I think I read it aged 9 or 10.


An extraordinary book that taught me so much at exactly the right age. I think it should be a curriculum text.




What book made you love reading?


Hmm – again, so hard to say. I was a born reader. The minute I discovered books, I stopped talking! And trust me, I can talk... my parents joke books were the babysitter they never knew existed. I adore losing myself in a book. I much prefer it to film/television (although I love those too.) But I don’t like my imagination being prescribed for me, if that makes sense. I won’t watch a film until I’ve read the book first and got my own picture of it all in my head. 



What book can you always re-read?


A Fine Balance by Rohinton Mistry. My favourite book of all time. Whenever I return to it, I am moved in a different, but equally impactful way. 












What book do you think is under-rated?


As above. In terms of Indian fiction, people tend to eulogise Vikram Seth and Arundhati Roy over Rohinton Mistry. Both amazing authors but for me, not quite as transcendental as Mistry. 



What book makes you cry?


As above. And tons of others – The Grass is Singing by Doris Lessing, Roll of Thunder Hear by Cry and the sequel Let the Circle Be Unbroken... I could go on.


Bits of the Anne of Green Gables series also make me weep!


Oddly enough I rarely cry in reality. But the waterworks are running in seconds in a fictional context! 







What book makes you laugh?


I recently read Lessons in Chemistry by Bonnie Garmus which, whilst not a “funny” book per se, made me laugh out loud many times. Her delivery is absolutely peerless. There are some passages in Harlan Coben’s back catalogue – the opening chapter of Stay Close, for example – which, whilst also not a “funny” book by any means, is delivered similarly brilliantly. For me, humour always comes down to the dialogue. Lots of Ian Rankin’s Rebus/Clarke dialogue is also funny even when it is staged in a mortuary. 








What book do you think everybody should read?


Roll of Thunder Hear my Cry – I’m getting repetitive now, aren’t I?! But I truly believe in the lessons of that book. And whilst I didn’t “enjoy” it per se, I do think the lessons of Lisa Taddeo’s Three Women are critical in this day and age. Novel-length non-fiction representations of female sexuality and desire are pushing boundaries that really should never have existed in the first place. 






What’s the last book you wrote?


The last book I wrote is coming out in January 2023. It’s the start of a series of thrillers featuring an investigative journalist (rather than detective or lawyer!) 

A political cluedo called Dirt, the book is set on a kibbutz in Israel in 1996. Cub reporter Jonny Murphy digs up more than just secrets when a body in chicken house number one turns up the heat under an age-old political conflict. I am hoping the reader gains a completely new perspective on the conflict itself whilst enjoying an alternative spin on the traditional whodunnit!
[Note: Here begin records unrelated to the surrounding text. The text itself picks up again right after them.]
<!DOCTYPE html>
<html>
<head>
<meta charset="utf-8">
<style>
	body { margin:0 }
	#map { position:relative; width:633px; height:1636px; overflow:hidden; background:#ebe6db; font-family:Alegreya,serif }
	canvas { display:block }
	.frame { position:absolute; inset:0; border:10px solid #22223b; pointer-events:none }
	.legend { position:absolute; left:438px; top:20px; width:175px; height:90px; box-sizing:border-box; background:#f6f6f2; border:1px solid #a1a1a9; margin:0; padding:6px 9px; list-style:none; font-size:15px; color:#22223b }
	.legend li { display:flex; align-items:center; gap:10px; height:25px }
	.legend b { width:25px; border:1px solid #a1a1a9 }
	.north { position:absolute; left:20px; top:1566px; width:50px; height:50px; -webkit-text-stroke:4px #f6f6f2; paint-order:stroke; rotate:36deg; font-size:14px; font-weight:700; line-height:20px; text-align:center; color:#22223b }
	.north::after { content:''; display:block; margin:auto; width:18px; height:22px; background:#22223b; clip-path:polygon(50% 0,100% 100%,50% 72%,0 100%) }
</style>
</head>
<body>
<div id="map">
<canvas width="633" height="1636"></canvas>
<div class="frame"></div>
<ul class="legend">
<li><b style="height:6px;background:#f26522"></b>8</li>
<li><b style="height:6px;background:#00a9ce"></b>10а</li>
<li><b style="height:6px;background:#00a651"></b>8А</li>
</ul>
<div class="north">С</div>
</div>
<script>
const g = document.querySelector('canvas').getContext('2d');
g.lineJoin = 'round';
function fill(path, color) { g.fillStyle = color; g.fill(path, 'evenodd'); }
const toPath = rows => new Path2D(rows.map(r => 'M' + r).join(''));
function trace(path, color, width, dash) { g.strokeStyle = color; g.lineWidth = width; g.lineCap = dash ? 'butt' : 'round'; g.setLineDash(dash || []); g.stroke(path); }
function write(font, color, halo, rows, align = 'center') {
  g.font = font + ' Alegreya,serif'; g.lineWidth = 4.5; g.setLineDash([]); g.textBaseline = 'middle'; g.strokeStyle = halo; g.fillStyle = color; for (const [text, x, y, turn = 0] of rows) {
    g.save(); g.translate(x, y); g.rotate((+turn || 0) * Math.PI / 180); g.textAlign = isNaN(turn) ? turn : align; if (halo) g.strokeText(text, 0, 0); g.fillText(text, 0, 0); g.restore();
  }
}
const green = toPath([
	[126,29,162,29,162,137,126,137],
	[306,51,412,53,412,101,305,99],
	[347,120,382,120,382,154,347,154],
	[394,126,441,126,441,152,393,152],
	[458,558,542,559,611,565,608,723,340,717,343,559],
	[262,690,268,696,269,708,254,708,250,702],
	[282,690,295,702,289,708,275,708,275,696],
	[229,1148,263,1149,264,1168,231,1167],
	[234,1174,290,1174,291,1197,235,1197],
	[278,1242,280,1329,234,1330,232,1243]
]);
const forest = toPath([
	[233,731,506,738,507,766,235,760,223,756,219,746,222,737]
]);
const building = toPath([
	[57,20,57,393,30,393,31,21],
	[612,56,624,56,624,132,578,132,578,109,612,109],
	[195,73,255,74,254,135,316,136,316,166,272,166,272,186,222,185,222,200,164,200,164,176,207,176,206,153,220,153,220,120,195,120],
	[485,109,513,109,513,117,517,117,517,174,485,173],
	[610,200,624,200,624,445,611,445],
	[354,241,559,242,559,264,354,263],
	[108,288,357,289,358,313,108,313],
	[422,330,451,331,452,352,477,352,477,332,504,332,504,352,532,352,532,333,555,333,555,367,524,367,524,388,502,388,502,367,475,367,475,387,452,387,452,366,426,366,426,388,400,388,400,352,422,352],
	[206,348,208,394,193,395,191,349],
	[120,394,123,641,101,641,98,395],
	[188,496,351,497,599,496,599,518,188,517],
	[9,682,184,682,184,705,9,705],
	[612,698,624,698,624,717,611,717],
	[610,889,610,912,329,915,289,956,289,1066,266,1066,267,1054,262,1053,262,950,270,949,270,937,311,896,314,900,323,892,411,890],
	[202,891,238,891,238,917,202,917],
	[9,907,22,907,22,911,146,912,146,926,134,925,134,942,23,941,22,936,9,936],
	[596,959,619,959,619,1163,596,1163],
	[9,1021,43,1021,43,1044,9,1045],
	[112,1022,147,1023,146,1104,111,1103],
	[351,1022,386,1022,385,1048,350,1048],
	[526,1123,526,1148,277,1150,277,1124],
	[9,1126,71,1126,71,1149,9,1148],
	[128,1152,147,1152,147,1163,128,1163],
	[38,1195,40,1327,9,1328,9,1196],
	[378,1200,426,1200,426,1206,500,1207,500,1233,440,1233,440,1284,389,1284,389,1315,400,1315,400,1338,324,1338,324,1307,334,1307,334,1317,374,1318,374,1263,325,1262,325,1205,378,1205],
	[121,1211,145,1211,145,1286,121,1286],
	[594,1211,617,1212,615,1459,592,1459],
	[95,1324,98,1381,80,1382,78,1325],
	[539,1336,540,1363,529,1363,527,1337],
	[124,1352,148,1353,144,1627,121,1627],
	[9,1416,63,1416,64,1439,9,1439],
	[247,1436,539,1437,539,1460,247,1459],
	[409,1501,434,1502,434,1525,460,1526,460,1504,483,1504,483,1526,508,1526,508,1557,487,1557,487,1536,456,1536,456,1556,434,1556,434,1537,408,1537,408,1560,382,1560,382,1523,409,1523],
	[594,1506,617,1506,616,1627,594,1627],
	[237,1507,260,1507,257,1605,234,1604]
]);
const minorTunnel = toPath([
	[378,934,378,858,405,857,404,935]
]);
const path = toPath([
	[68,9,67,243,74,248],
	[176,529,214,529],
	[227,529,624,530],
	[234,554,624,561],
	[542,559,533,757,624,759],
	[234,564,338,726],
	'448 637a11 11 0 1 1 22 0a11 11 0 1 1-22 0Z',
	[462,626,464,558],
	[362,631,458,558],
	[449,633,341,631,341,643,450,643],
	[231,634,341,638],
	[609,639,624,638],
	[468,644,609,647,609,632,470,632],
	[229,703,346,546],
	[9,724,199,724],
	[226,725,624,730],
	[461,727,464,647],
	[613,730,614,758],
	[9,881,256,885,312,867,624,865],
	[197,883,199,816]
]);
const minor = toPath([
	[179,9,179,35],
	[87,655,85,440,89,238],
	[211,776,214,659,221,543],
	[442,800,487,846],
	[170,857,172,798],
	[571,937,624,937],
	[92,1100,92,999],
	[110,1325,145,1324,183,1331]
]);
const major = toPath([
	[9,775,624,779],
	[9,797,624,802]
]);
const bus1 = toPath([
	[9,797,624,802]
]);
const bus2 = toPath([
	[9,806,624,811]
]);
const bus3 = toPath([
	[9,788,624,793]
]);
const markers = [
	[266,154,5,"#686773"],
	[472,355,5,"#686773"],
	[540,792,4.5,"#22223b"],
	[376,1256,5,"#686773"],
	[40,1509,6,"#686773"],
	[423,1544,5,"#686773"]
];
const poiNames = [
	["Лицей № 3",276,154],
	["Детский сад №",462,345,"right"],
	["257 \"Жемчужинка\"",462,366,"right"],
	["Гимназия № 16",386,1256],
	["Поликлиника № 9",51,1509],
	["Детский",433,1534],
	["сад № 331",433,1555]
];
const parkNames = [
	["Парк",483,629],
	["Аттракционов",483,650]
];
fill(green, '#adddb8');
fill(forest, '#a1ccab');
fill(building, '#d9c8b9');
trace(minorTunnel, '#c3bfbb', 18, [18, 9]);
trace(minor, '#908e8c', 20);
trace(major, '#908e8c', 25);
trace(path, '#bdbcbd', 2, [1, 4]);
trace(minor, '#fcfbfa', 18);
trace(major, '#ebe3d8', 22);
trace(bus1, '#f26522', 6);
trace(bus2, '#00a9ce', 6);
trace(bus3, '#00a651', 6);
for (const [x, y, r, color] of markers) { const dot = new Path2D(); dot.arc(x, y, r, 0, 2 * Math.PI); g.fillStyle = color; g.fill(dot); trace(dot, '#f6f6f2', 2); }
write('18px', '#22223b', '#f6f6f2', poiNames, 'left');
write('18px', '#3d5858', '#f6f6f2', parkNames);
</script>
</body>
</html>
What are you writing next?


I am just about to type the words The End on the sequel to Dirt (excuse me while I hyperventilate!) With the working title She Disappeared, it takes reporter Jonny Murphy to Buenos Aires, Argentina, in 2001. A headless torso has washed up on the beach in La Plata – a gruesome echo of two decades earlier when the tide brought home hundreds of mutilated bodies thrown from planes during the Dirty War. They were called flights of death. Their passengers were known as the Disappeared. And Jonny is fighting to keep their memories alive.